How to use Built-In WorkerPlugin to import code when worker spawns

@martindurant or someone else.
Can I ask a follow-up to your answer in Question about how to best store self-written functions, when using dask_gateway - Pangeo Cloud Support - Pangeo ?

When using cluster.adapt(), my question is:

  • How can I have each spawned worker automatically import the local pythonfile before starting a task?
  • Would it be as simple as, before calling cluster.adapt(), to run the following two lines?
from distributed.diagnostics.plugin import UploadFile
client.register_plugin(UploadFile('/home/jovyan/path_to_some_pythonfile.py'))

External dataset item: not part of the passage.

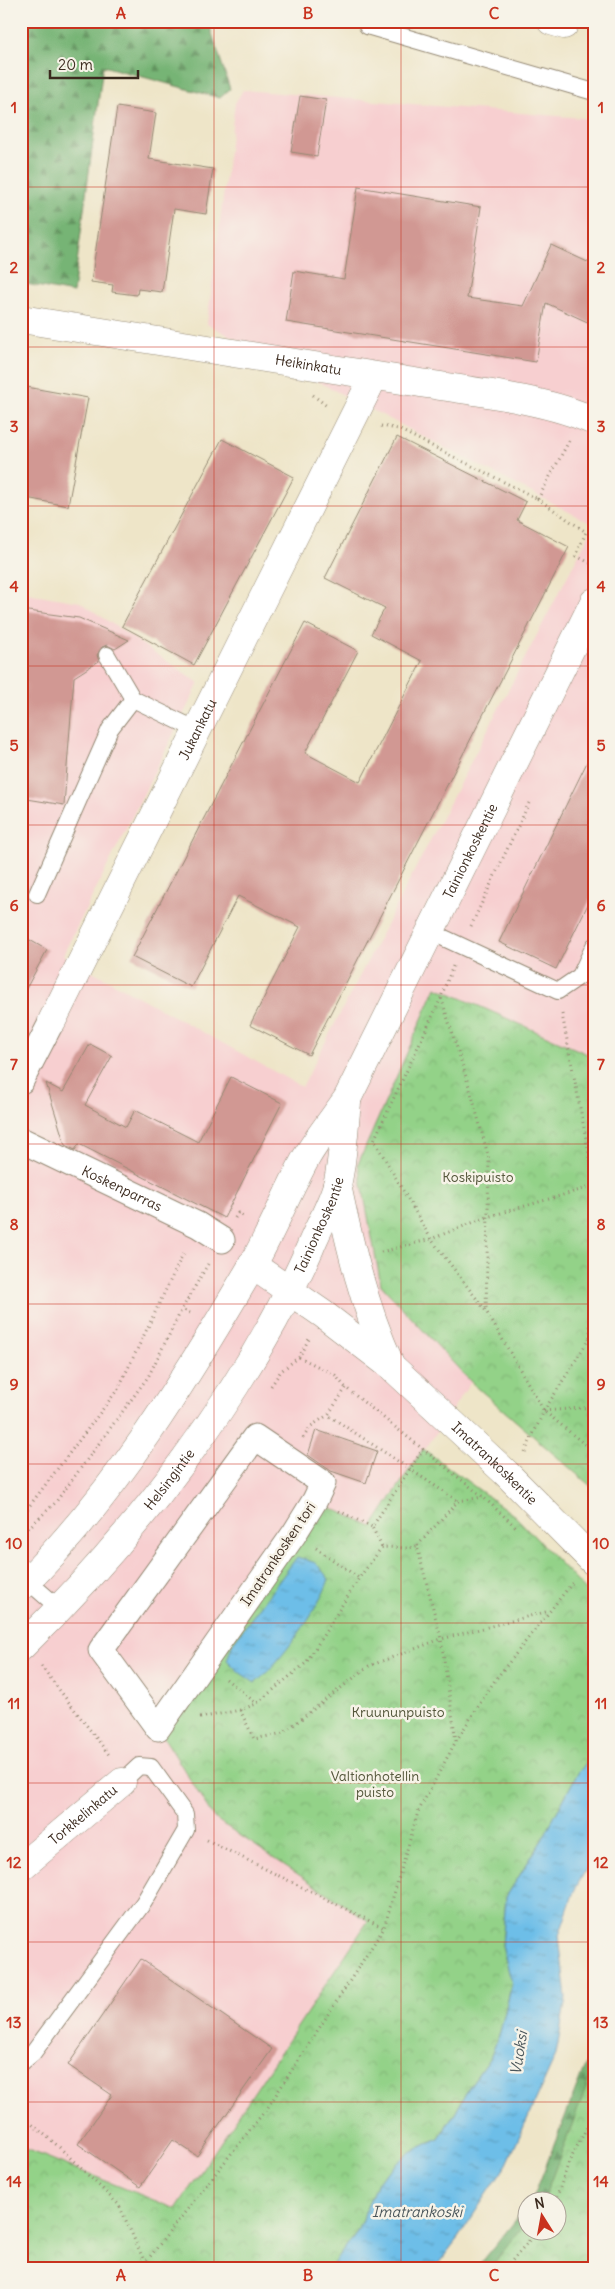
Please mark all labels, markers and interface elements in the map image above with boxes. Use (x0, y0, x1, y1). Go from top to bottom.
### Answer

Our workflow when using cluster.scale(100), is to wait for all workers to arrive, and import the py-files directly to every workers with the method client.upload_file('/home/jovyan/path_to_some_pythonfile.py', load=True). Now that we are testing out autoscaling with cluster.adapt(min=4, max=100), I dont think the upload_file()-method would suffice, as workers “appear” and “disappear” throughout runtime.

I have read up on using a Built-In Worker Plugin, which if I understand correctly, will tell each worker to do a defined task, before starting any jobs. (For example when it spawns?).

Hi @ofk123,

Well, it should, and if it does not work, then this is probably a bug!

You shouldn’t have to wait for all workers to arrive, and should be able to register the plugin from the beginning!

See the doc (that you mentionned):

setup(worker: Worker ) → None | Awaitable[None][source]

Run when the plugin is attached to a worker. This happens when the plugin is registered and attached to existing workers, or when a worker is created after the plugin has been registered.

UploadFile plugin uses setup function.